**ABOUT THIS TASK:** Could you repeat all of the entries word for word, minus any pictures?

**GIVEN DATA:**
--------------------------------------------------

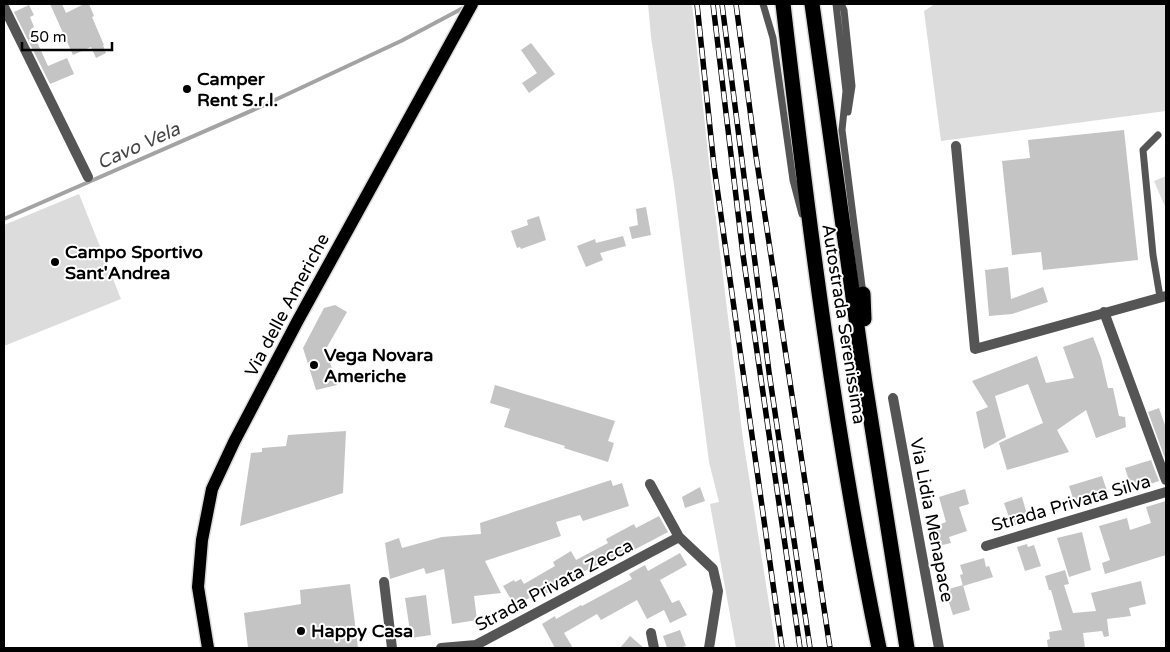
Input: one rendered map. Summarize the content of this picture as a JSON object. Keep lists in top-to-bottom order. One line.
{"streets":{"highway":["Autostrada Serenissima"],"main road":["Via delle Americhe"],"street":["Strada Privata Silva","Via Lidia Menapace","Strada Privata Zecca"]},"water":["Cavo Vela"],"places":["Camper Rent S.r.l.","Campo Sportivo Sant'Andrea","Vega Novara Americhe","Happy Casa"],"scale_bar":"50 m"}
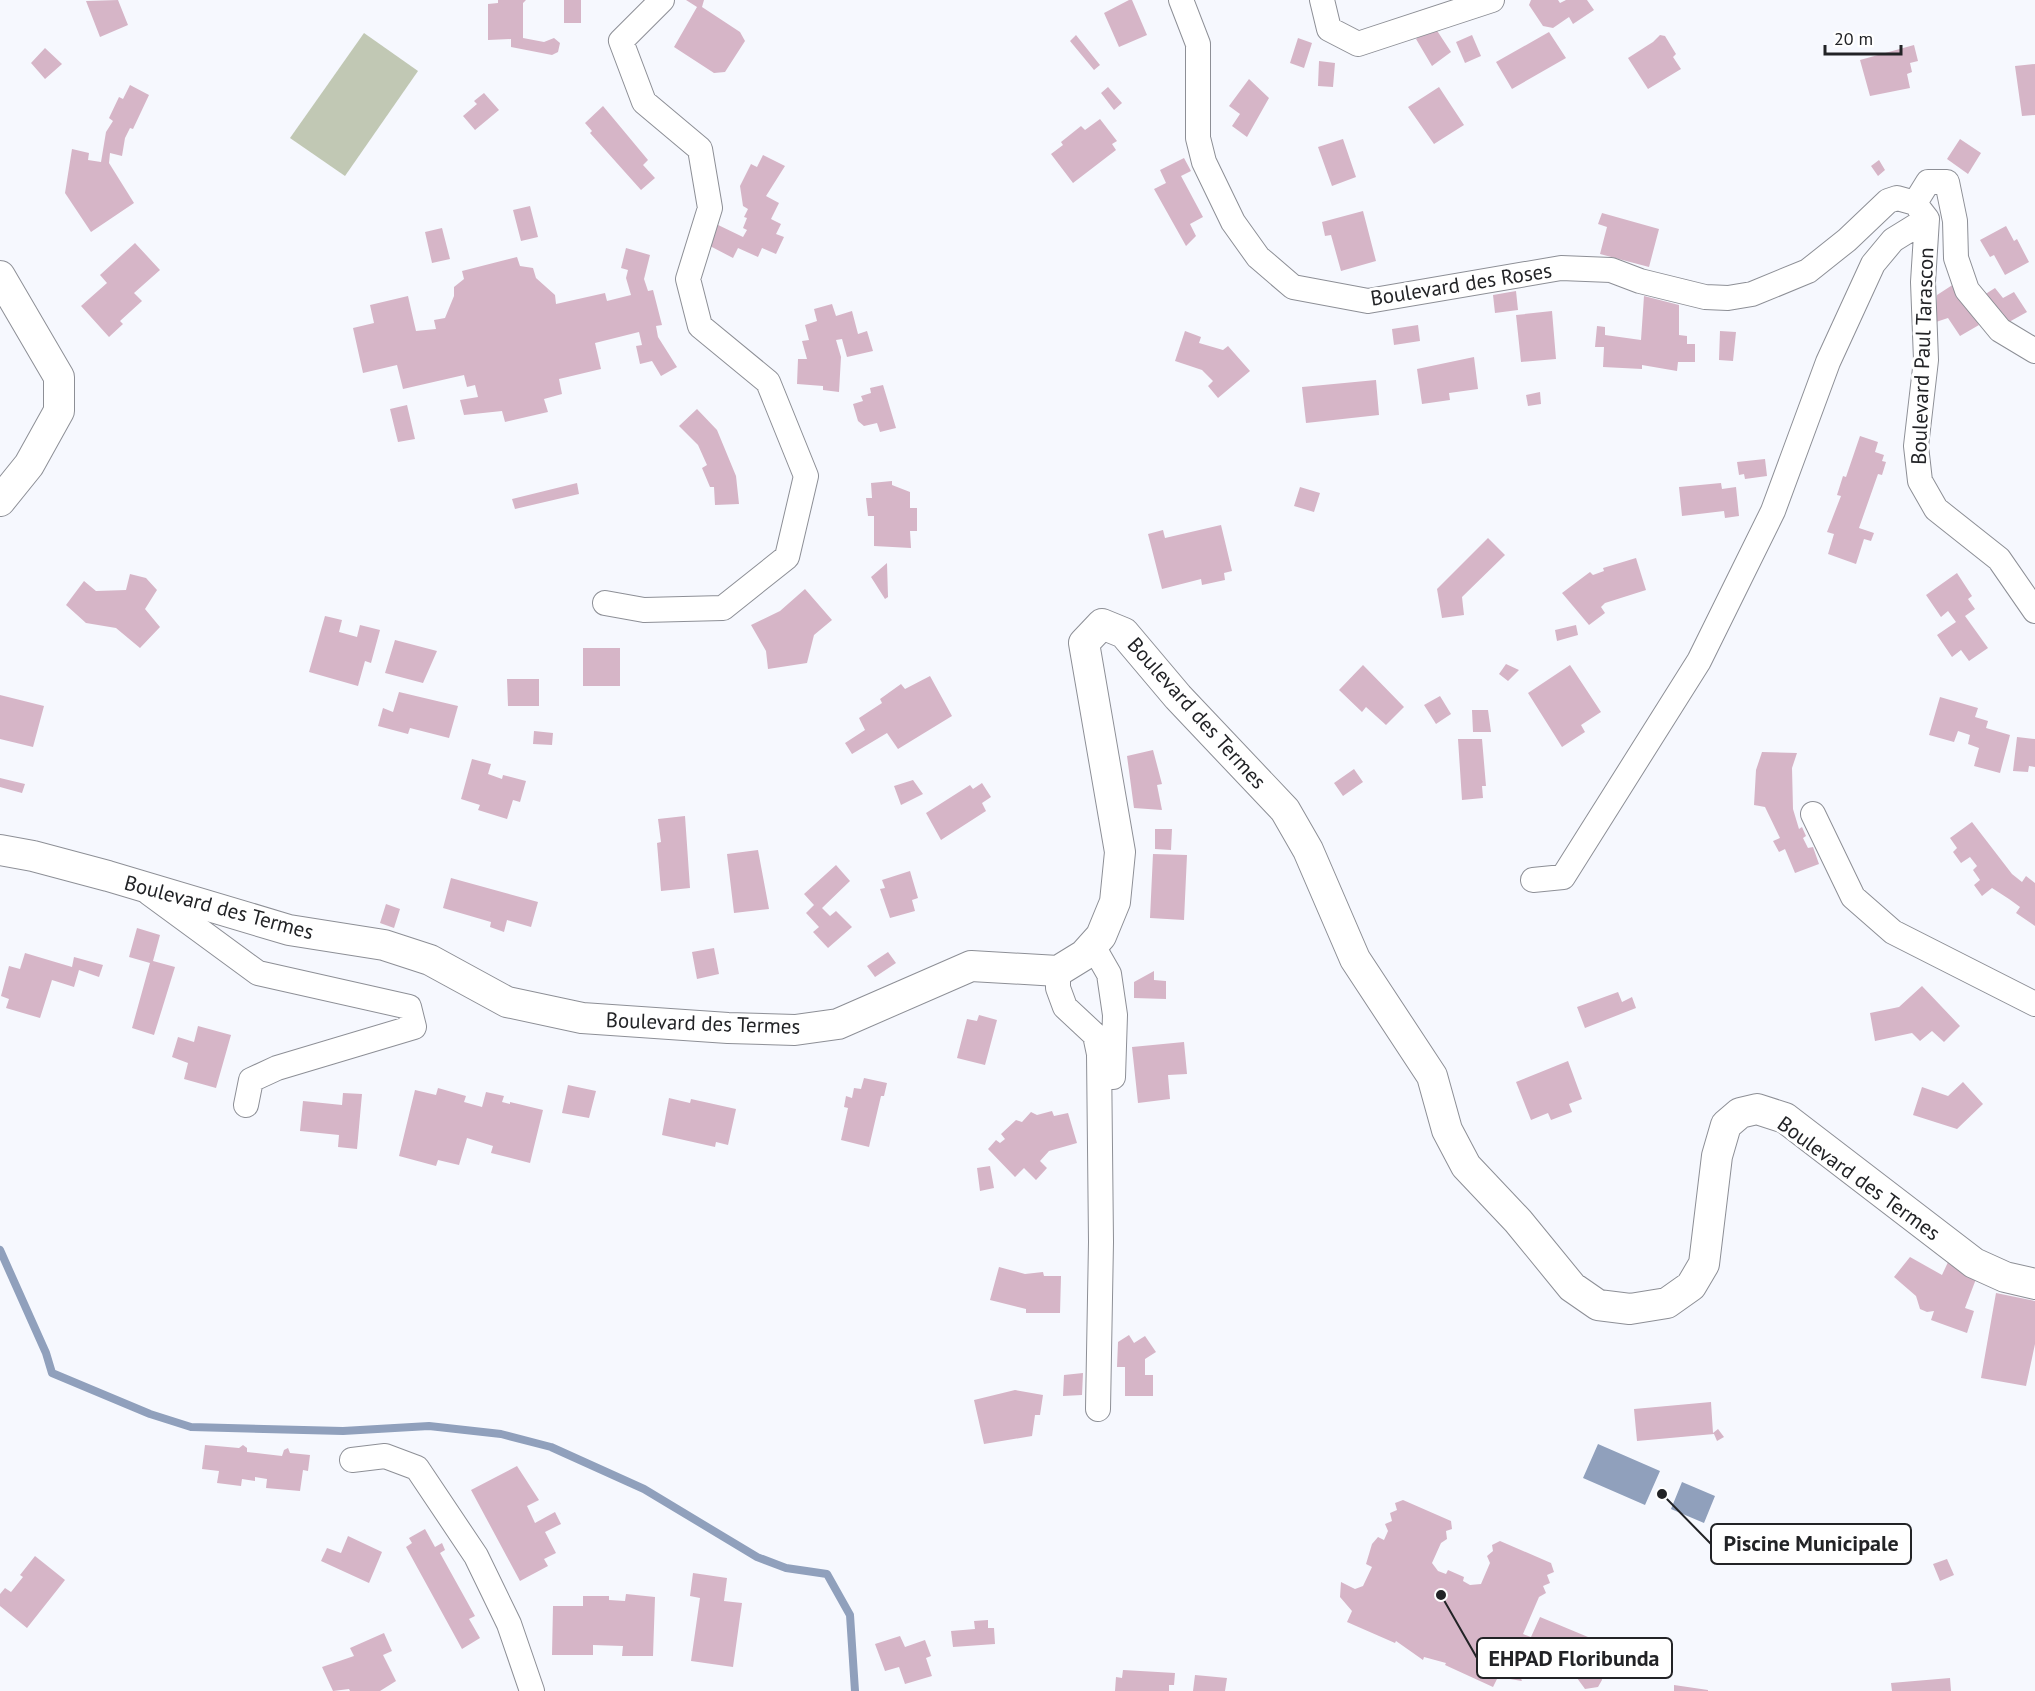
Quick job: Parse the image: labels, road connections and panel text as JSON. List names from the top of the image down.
{
  "streets": {
    "street": ["Boulevard des Roses", "Boulevard Paul Tarascon", "Boulevard des Termes"]
  },
  "crossings": [
    ["Boulevard des Roses", "Boulevard Paul Tarascon"]
  ],
  "places": ["Piscine Municipale", "EHPAD Floribunda"],
  "scale_bar": "20 m"
}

--------------------------------------------------

**RESULT OF THE TASK:**
Input: one rendered map. Summarize the content of this picture as a JSON object. Keep lists in top-to-bottom order. One line.
{"streets":{"highway":["Autostrada Serenissima"],"main road":["Via delle Americhe"],"street":["Strada Privata Silva","Via Lidia Menapace","Strada Privata Zecca"]},"water":["Cavo Vela"],"places":["Camper Rent S.r.l.","Campo Sportivo Sant'Andrea","Vega Novara Americhe","Happy Casa"],"scale_bar":"50 m"}
Quick job: Parse the image: labels, road connections and panel text as JSON. List names from the top of the image down.
{
  "streets": {
    "street": ["Boulevard des Roses", "Boulevard Paul Tarascon", "Boulevard des Termes"]
  },
  "crossings": [
    ["Boulevard des Roses", "Boulevard Paul Tarascon"]
  ],
  "places": ["Piscine Municipale", "EHPAD Floribunda"],
  "scale_bar": "20 m"
}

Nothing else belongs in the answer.